Get ready for even more political drama in the closest statewide election in modern California history: a recount of votes cast for state controller that could cost as much as $3 million.
Former Assembly speaker John Pérez (D-Los Angeles) has decided to request, and pay for, a recount of votes in as many as 15 California counties — an effort to see whether he came in third on June 3 behind fellow Democrat Betty Yee … or not.
“Never in California history has the vote difference between two candidates for statewide office been so narrow,” said Pérez in a written statement on Sunday afternoon.
“It is therefore of the utmost importance that an additional, carefully conducted review of the ballots be undertaken to ensure that every vote is counted, as intended.”
Pérez missed the second and final spot on the fall ballot by 481 votes in the last tallies reported less than a week ago. If those numbers hold, Yee will face Republican Ashley Swearengin, the incumbent mayor of Fresno, on Nov. 4. Swearengin won more than 1 million votes in the last count of ballots, more than any candidate in the race to be California’s next chief fiscal officer.
Pérez’s decision means that beginning on Monday, local elections officials will take another look at ballots in Kern; Imperial; San Bernardino; Fresno; San Mateo; Orange; Ventura; Los Angeles; Riverside; Stanislaus; Tulare; Napa; Kings; Lake; and Merced counties.
Parke Skelton, the top campaign consultant to Betty Yee, called the decision by Pérez one that could drag the process out for months — suggesting Yee may also ask for a second look.
“No recount is going to be fair that doesn’t include more counties,” said Skelton by phone Sunday afternoon.

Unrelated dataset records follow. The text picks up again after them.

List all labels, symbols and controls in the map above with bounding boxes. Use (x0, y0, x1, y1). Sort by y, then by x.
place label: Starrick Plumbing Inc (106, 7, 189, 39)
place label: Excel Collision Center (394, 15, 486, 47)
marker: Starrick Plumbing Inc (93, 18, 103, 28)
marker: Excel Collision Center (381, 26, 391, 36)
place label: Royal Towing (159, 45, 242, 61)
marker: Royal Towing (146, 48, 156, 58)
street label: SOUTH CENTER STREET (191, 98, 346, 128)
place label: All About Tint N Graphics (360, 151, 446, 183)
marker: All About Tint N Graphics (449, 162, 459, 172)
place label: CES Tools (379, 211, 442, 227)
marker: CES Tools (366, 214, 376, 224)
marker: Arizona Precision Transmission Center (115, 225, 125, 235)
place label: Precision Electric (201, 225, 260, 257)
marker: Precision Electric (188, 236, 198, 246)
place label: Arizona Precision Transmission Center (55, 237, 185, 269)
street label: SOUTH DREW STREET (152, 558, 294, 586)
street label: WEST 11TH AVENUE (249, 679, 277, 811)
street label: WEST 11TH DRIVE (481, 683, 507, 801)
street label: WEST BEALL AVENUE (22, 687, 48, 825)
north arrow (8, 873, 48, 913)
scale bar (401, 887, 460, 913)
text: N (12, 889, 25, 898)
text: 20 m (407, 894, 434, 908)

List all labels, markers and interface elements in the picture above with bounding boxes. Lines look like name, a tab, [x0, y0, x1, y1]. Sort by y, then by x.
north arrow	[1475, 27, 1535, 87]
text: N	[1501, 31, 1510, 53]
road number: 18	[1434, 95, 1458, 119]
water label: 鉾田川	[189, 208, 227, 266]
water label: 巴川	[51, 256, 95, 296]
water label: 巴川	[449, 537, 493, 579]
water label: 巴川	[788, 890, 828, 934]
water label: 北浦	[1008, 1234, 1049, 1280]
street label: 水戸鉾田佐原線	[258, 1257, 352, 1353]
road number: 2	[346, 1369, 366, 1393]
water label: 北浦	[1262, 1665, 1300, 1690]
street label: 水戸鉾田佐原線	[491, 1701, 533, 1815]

Unlike other states, there’s no automatic recount provision in California law. Any member of the public, including a candidate, can request a recount within five days of the final canvass of votes, provided he or she pay for it. The decision by Pérez comes right at the final deadline for a request, with Secretary of State Debra Bowen poised to formally certify the state’s June primary results in a matter of days.
The state’s recount provisions are relatively loose, in that the choice of which votes to tally a second time are chosen by the person who’s paying — individual precincts to entire counties are all subject to recount if someone has the money and inclination.
A campaign adviser to Pérez says the 481-vote gap between the two prominent Democrats is within the “statistical margin of error” for the machines that tally paper ballots.
Still, recounts can be a costly process that produce few — if any — additional votes. On June 25, just hours after it began, a GOP congressional candidate in the Inland Empire called off a recount in a squeaker of a race — a recount that produced only a single extra vote in her column, for a cost that exceeded $6,000.
The letter Pérez submitted Sunday afternoon makes clear that the requested recount will go in a specific order, a likely hint that the second tally of votes can stop at any time Pérez wants. It’s beginning in places where his vote tally was decidedly higher than that of Yee. A campaign consultant says the cost of the recount will depend on whether votes are re-examined with machines or by hand. The campaign also seeks to take a second look at some vote-by-mail ballots that were disqualified, to see if any of those should be added to the total.
Of course, all of this also exposes one of the quirks of California election law: Other candidates can then begin a recount, too, if they all of a sudden should find themselves knocked out of contention. No effort has materialized at the state Capitol to resume efforts at a tighter set of rules for recounts.